The geotechnical properties (grain size, Atterberg limits, compressive strength, CBR, linear swelling, static modulus, hydraulic conductivity, SSA, CEC, activity) of the cubitermes sp termite mound soil were determined. X-ray diffraction, scanning electron microscopy coupled with EDS and energy dispersive X-ray spectrometry were used. The results show that the soil is composed of kaolinite, illite, chlorite and intermediate layers of rutile-quartz-hematite. Although the sand content of the soil is less than the minimum of 30% and the compressive strength is CS (3.89 MPa), termite mound soil can be used to make adobe bricks or compressed earth bricks. Termite mound soil is very consistent and impermeable, making it ideal for earthworks. Despite its CBR (33%), the soil contains 7.2% organic matter, well above the 2.5% standard for use as a pavement sub base layer. The soil has an Ac activity (0.603) and a 75% fines content, so lime would be better suited to this soil than cement in the process of improving mechanical properties.
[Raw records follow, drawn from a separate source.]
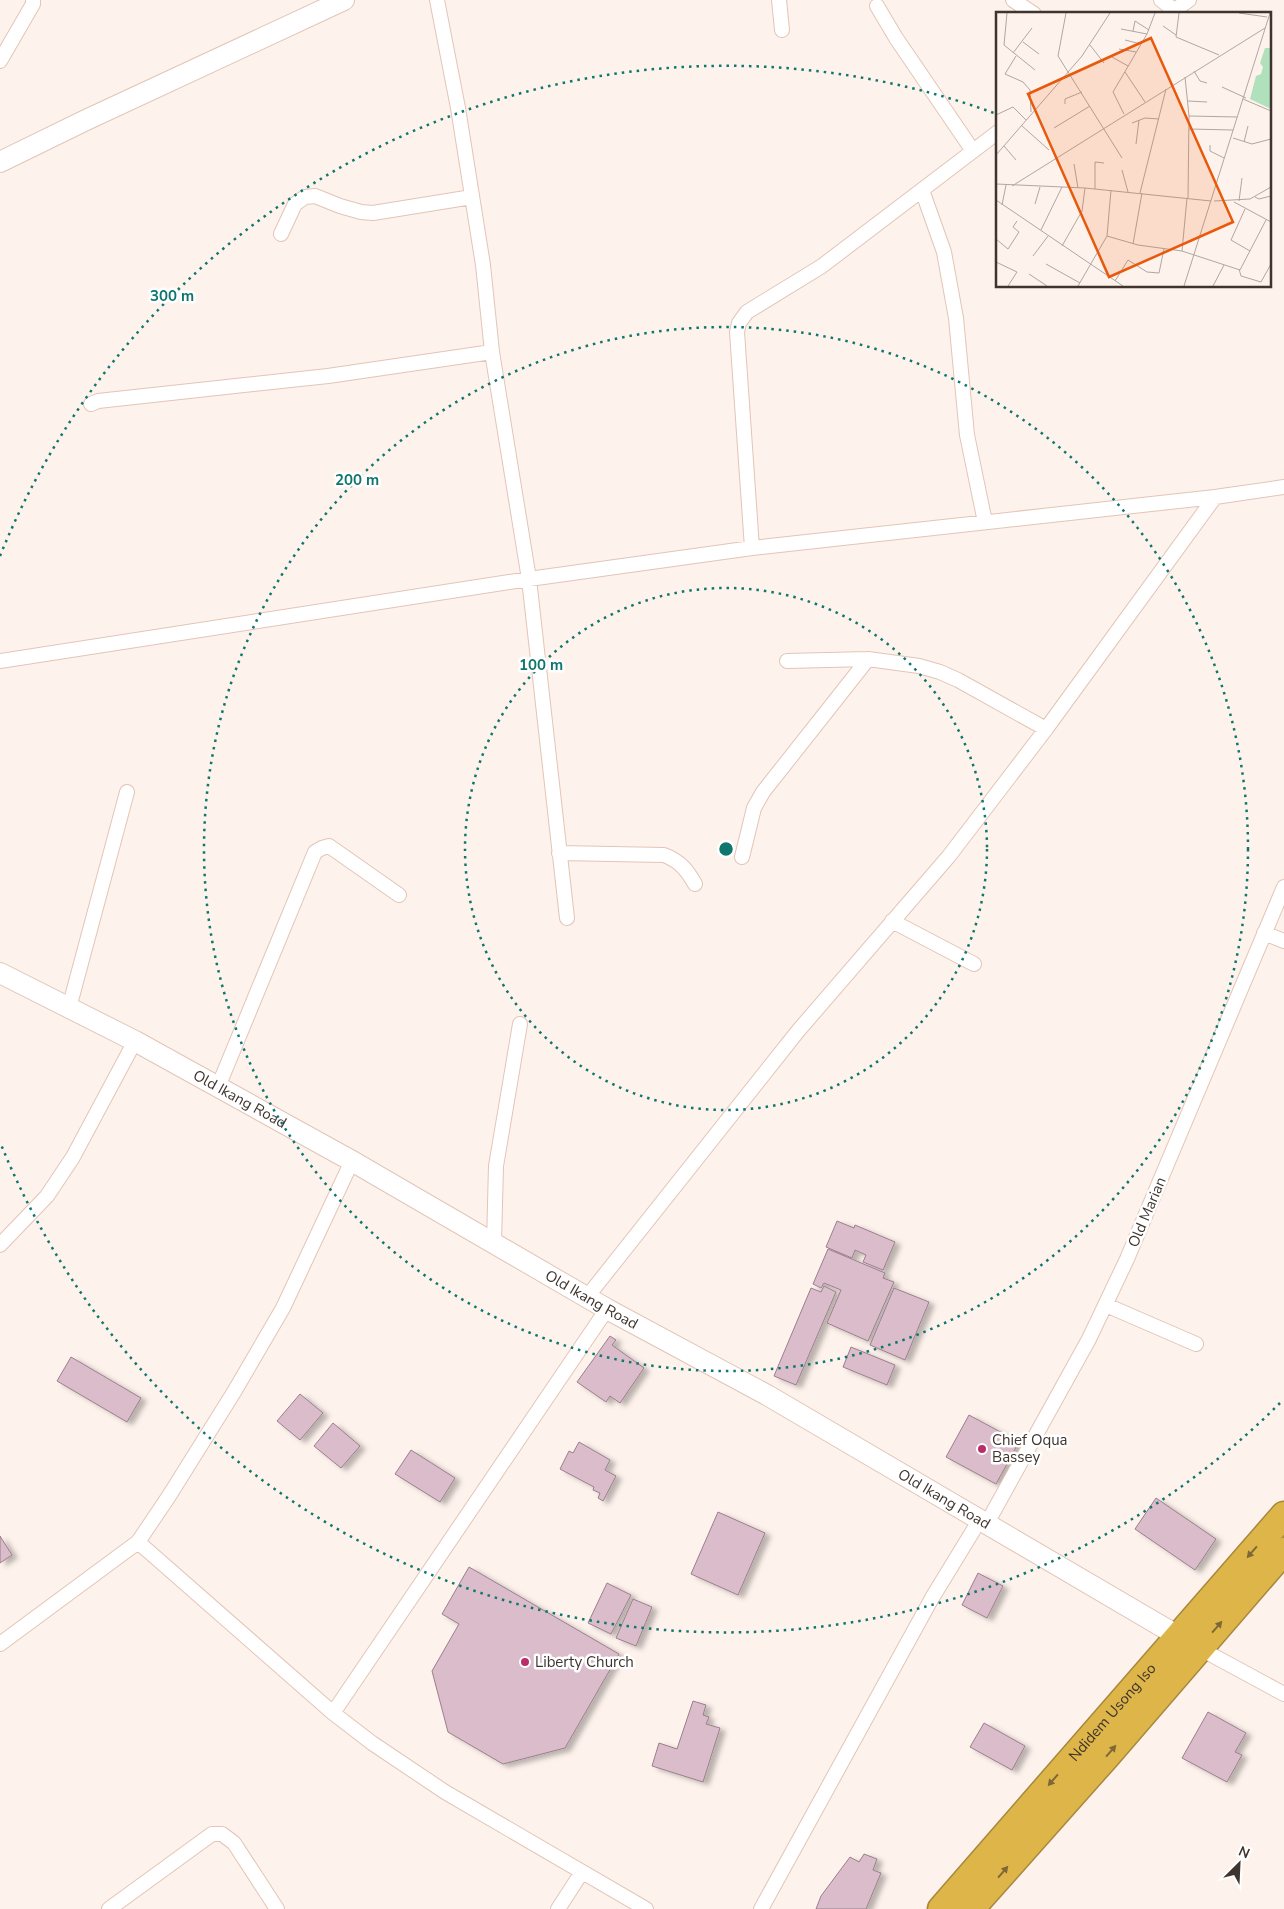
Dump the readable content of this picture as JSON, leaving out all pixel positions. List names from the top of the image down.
{
  "streets": {
    "highway": ["Ndidem Usong Iso"],
    "street": ["Old Ikang Road", "Old Marian"]
  },
  "crossings": [
    ["Old Ikang Road", "Old Marian"],
    ["Old Ikang Road", "Ndidem Usong Iso"]
  ],
  "places": ["Chief Oqua Bassey", "Liberty Church"],
  "north": "top right",
  "rings": ["300 m", "200 m", "100 m"]
}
X-ray fluorescence analysis shows that the major elements are alumina and silica, which make up the soil's skeleton. The presence of alumina in the soil causes it to swell, which may limit its use in road construction. The presence of Al, Mg and Fe proves the respective existence of aluminum, magnesium and iron oxides in the soil. Titanium present in the soil in oxide form (TiO2).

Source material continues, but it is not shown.